Did FCA Cheat on Their Diesel Emissions, Too?

Here we go again

When Volkswagen was caught cheating on its diesel emissions it felt like a tipping point. That’s because it was unlikely that the German automaker was the only one trying to skirt around the EPA’s tough emissions standards. And with the can of worms already open, it was clear the EPA was going to go fishing.

In January 2017, the EPA and the California Air Resources Board (CARB) issued notices to Fiat-Chrysler (FCA) for violating the Clean Air Act.

Looks like the EPA caught another keeper.

Clean Air Act Violations

A pre-warning, it’s about to get real acronym-heavy around here.

The EPA and CARB accused FCA of installing and concealing AECDs in certain 2014-2016 SUVs and trucks equipped with 3-liter diesel engines. Phew, that’s quite a sentence huh? Let’s break it down.

The Environmental Protection Agency and California Resources Board have been instrumental inholding VW accountable for their emissions deceptions. They’ve now turned their focus to Fiat-Chrysler.

Auxiliary control emissions devices alter how emissions systems function. Those are, in fact, legal and used to prevent engine damage in specific situations. But they must be disclosed as part of a certification process by the EPA and they are not allowed, under any circumstances, to be used during emissions testing.

Fiat-Chrysler failed to mention AECDs in the following vehicles with 3.0-liter diesel engines.

Make Model Years # of Vehicles
Ram 1500 2014-2016 ~78,286
Jeep Grand Cherokee 2014-2016 ~25,542

By not disclosing the AECDs, the automaker violated the Clean Air Act and the vehicles were not legal to see in then USA. In the EPA’s eyes, FCA knew about this and did it anyway in order to cheat on its emissions tests.

The EPA has determined that, due to the existance of at least these eight undisclosed AECDs in these vehicles, these vehicles do not conform in all material respects to the vehicle specifications described in the applications for the COCs that purportedly cover them.

FCA’s Response

As you could probably guess, FCA denied the vehicles contained so-called “defeat devices.” They also said comparing Volkswagen’s discretions to Chrysler is “nonsense.”

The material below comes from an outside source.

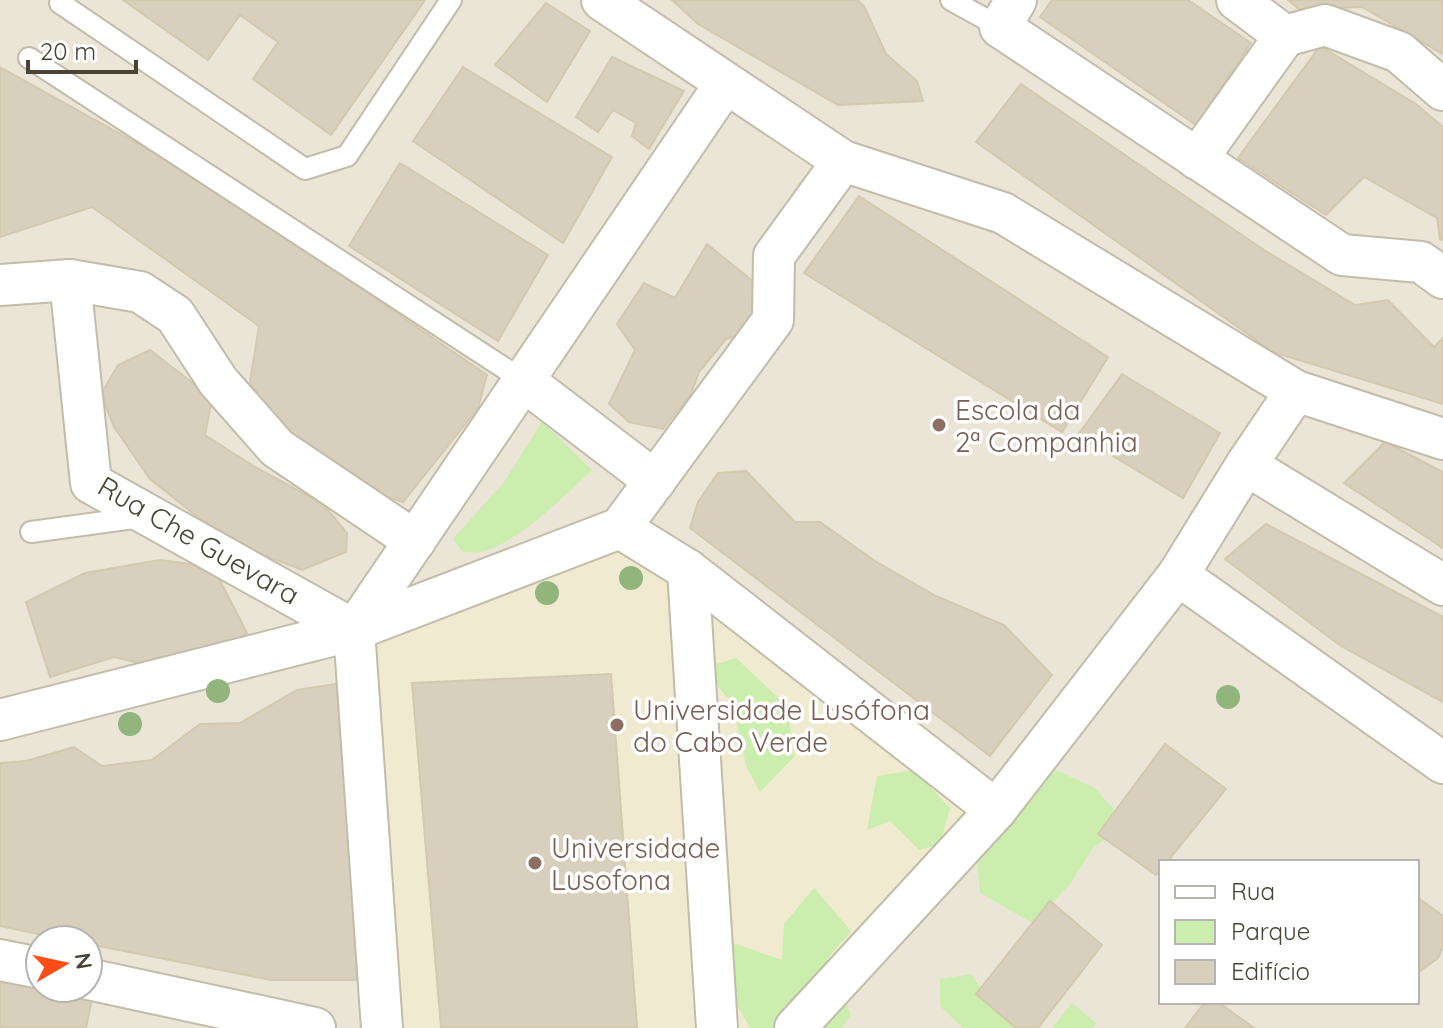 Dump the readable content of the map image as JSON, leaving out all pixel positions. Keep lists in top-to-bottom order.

On that second point, I mostly agree. Volkswagen’s scandal was much larger in scope and happened over a much-longer time period. But as for denying the software exists? I have a harder time understanding that.

“[The] dispute that is going on now between the EPA and the FCA is whether the calibration that was filed was a calibration that met all regulations.” –– Sergio Marchionne, CEO of FCA

FCA says it has provided documents and information to regulators in order to explain the emissions control technology. Additionally, FCA says it has made a change to the emissions controls and the new software could be implemented to satisfy the EPA and CARB.

This sort of feels like a kid getting caught with their hand in the cookie jar, then saying “Hey, there’s no problem – I can just put the cookie back. See … solved!”

Lawsuits and Owner Complaints

FCA has been a couple times for issues with its EcoDiesel engines. The plaintiffs, in both cases, say the automaker concealed emissions defeat devices.

November 2016: Dodge Ram trucks equipped with Cummins diesel engines have been named in a class-action lawsuit that alleges the trucks emit nitrogen oxide emissions up to 14x the legal limits.

December 2016: A Ram 1500 and Jeep Grand Cherokee EcoDiesel lawsuit has been filed in California alleging the EcoDiesel trucks and SUVs contain concealed emissions “defeat devices” to hide nitrogen oxide emissions levels 10 times above legal limits.

It doesn’t feel good to be deceived, but one of the top reasons owners are complaining is economical – the catalytic converters in these vehicles wear out faster, costing up to $5,000 to fix.